==== Source material
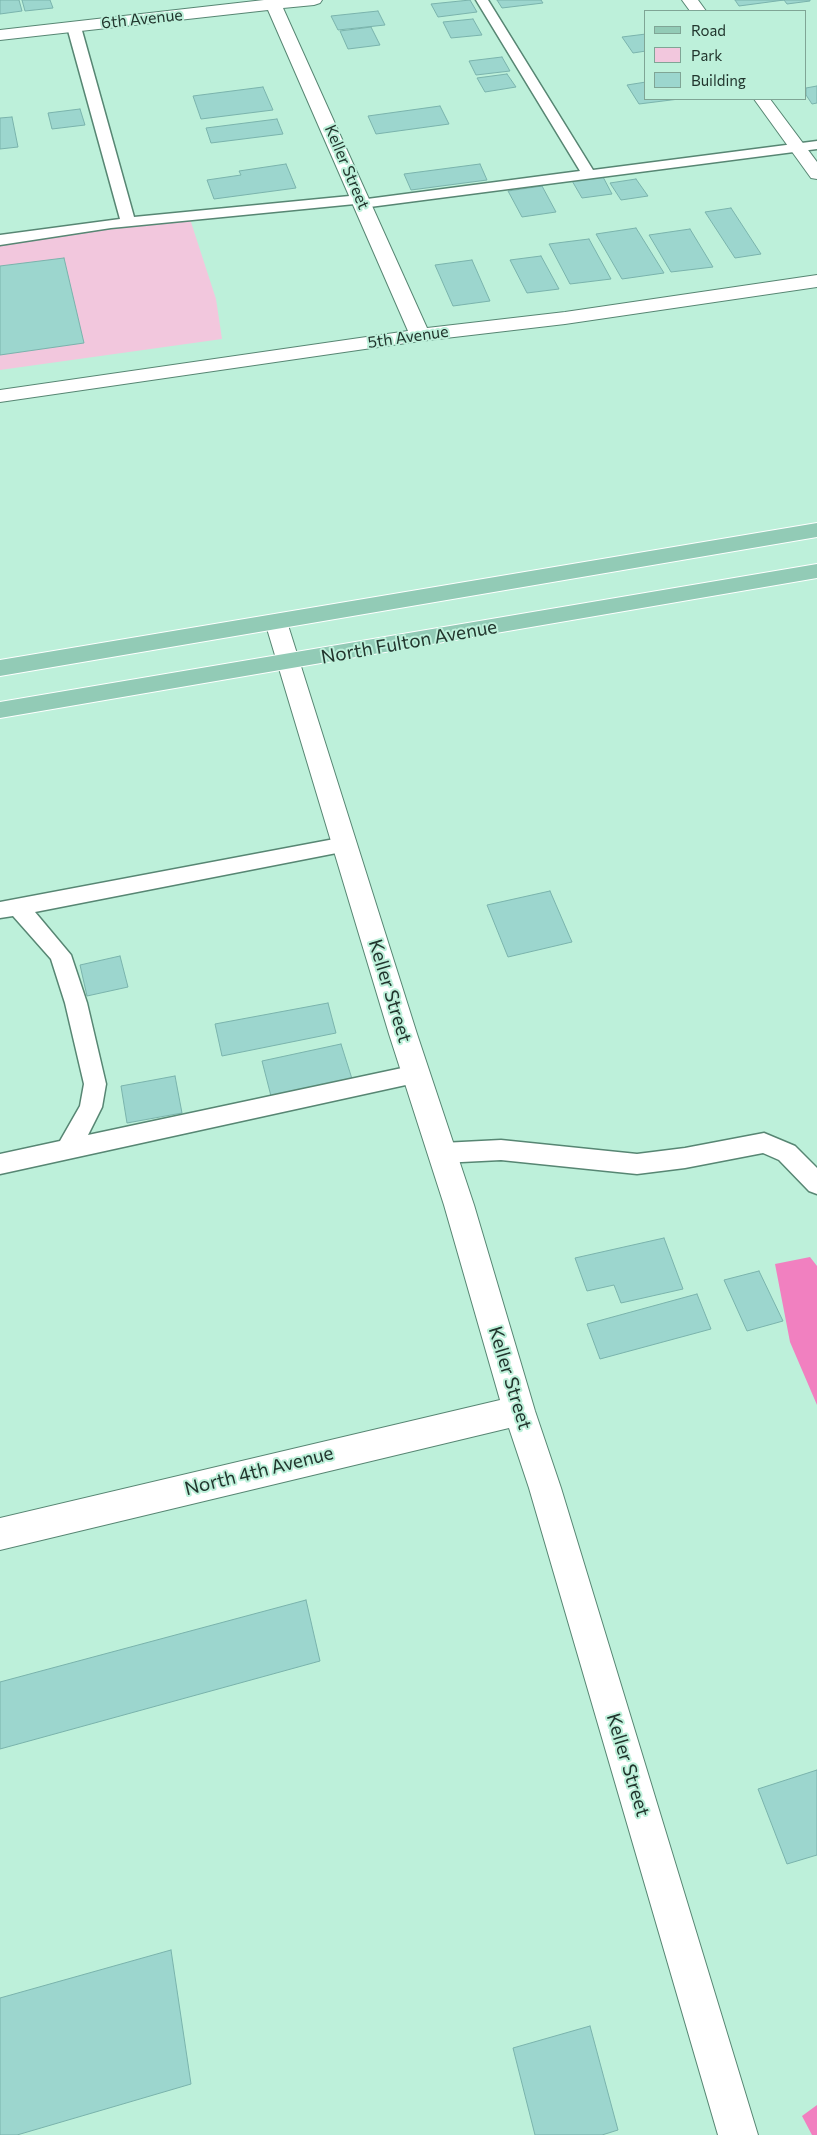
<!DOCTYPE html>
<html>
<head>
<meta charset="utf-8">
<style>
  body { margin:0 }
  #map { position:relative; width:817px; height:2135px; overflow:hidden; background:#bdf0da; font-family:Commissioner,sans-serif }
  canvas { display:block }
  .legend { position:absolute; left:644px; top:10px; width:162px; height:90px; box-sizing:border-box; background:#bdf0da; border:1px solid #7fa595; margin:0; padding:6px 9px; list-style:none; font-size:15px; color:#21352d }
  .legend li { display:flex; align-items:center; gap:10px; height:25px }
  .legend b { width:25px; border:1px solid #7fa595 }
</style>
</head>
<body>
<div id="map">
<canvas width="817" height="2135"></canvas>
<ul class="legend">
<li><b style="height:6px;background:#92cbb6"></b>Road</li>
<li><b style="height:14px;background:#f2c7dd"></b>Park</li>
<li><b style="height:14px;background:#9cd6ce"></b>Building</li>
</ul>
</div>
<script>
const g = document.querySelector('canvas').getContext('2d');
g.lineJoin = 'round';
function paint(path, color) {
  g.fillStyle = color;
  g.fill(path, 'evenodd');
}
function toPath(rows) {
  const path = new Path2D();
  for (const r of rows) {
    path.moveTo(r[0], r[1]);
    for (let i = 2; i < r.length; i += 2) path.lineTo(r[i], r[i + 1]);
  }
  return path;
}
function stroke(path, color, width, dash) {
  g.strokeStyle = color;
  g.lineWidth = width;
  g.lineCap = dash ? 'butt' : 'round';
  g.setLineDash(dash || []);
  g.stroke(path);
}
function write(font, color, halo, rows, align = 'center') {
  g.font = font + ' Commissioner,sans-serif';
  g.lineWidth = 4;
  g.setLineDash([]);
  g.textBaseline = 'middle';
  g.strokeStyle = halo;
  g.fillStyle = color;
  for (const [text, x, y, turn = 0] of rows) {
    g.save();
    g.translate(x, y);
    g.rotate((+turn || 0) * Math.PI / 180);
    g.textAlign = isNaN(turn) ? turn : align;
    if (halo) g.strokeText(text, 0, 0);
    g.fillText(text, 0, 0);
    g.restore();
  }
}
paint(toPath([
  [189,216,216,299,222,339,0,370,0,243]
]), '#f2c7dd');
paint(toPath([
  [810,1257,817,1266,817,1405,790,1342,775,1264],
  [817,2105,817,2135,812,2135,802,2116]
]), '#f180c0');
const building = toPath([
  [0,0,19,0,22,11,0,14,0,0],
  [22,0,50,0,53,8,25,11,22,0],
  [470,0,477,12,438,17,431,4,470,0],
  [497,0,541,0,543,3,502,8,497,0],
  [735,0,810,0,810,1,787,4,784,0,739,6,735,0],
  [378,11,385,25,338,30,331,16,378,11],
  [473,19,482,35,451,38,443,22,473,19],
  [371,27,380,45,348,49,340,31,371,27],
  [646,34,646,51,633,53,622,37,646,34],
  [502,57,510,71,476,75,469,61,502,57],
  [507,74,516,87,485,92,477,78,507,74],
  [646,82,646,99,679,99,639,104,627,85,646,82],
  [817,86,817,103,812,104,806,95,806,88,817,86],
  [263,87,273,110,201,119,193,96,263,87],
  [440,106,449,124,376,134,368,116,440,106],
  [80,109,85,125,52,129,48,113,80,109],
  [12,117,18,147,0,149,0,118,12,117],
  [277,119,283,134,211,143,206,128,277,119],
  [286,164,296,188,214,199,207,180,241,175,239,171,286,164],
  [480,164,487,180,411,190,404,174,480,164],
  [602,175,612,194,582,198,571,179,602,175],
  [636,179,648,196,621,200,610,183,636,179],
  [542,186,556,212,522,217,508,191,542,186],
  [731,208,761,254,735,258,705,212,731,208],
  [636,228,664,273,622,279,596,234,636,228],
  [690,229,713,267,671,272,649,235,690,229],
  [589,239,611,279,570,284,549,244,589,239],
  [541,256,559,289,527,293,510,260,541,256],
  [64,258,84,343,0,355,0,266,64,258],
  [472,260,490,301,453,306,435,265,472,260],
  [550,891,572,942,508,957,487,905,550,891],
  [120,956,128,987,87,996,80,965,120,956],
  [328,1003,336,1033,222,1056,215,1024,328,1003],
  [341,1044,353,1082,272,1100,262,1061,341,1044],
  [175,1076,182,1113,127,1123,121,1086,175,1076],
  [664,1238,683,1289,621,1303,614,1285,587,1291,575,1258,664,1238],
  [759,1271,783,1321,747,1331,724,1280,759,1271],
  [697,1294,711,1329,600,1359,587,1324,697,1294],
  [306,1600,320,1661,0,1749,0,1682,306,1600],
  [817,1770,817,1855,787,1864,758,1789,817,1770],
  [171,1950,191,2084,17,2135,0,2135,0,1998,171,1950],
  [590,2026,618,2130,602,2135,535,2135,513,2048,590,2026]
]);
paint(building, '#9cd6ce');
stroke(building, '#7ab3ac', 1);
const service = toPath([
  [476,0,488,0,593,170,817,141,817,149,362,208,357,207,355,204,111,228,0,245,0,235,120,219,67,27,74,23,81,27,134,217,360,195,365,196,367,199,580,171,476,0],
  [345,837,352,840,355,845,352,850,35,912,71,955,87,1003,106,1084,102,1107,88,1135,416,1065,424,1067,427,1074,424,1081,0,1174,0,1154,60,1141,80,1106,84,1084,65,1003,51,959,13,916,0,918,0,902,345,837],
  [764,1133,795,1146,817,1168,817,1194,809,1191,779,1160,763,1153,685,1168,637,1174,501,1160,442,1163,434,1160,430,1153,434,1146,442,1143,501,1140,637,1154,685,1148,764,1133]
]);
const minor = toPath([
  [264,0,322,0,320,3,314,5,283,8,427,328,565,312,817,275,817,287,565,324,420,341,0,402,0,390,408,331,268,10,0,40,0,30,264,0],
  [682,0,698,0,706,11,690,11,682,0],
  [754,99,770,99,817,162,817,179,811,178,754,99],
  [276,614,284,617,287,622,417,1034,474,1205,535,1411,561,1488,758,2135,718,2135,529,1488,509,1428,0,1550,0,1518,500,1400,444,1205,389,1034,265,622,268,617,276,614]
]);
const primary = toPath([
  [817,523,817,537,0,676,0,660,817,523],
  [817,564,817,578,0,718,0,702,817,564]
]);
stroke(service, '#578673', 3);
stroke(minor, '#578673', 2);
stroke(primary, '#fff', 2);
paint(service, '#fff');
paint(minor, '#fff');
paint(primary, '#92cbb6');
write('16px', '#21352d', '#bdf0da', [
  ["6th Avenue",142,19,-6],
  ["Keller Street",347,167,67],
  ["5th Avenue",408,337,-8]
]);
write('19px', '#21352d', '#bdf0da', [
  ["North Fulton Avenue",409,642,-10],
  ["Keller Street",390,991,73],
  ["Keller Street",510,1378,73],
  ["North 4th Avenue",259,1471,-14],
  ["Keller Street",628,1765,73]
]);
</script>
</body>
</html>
========
## [Task goal]
Only the lines from the start of the records to the one containing "g.lineCap = dash ? 'butt' : 'round';" should be repeated, exactly and with both ends kept; drop any pictures.

## [Output for this exercise]
<!DOCTYPE html>
<html>
<head>
<meta charset="utf-8">
<style>
  body { margin:0 }
  #map { position:relative; width:817px; height:2135px; overflow:hidden; background:#bdf0da; font-family:Commissioner,sans-serif }
  canvas { display:block }
  .legend { position:absolute; left:644px; top:10px; width:162px; height:90px; box-sizing:border-box; background:#bdf0da; border:1px solid #7fa595; margin:0; padding:6px 9px; list-style:none; font-size:15px; color:#21352d }
  .legend li { display:flex; align-items:center; gap:10px; height:25px }
  .legend b { width:25px; border:1px solid #7fa595 }
</style>
</head>
<body>
<div id="map">
<canvas width="817" height="2135"></canvas>
<ul class="legend">
<li><b style="height:6px;background:#92cbb6"></b>Road</li>
<li><b style="height:14px;background:#f2c7dd"></b>Park</li>
<li><b style="height:14px;background:#9cd6ce"></b>Building</li>
</ul>
</div>
<script>
const g = document.querySelector('canvas').getContext('2d');
g.lineJoin = 'round';
function paint(path, color) {
  g.fillStyle = color;
  g.fill(path, 'evenodd');
}
function toPath(rows) {
  const path = new Path2D();
  for (const r of rows) {
    path.moveTo(r[0], r[1]);
    for (let i = 2; i < r.length; i += 2) path.lineTo(r[i], r[i + 1]);
  }
  return path;
}
function stroke(path, color, width, dash) {
  g.strokeStyle = color;
  g.lineWidth = width;
  g.lineCap = dash ? 'butt' : 'round';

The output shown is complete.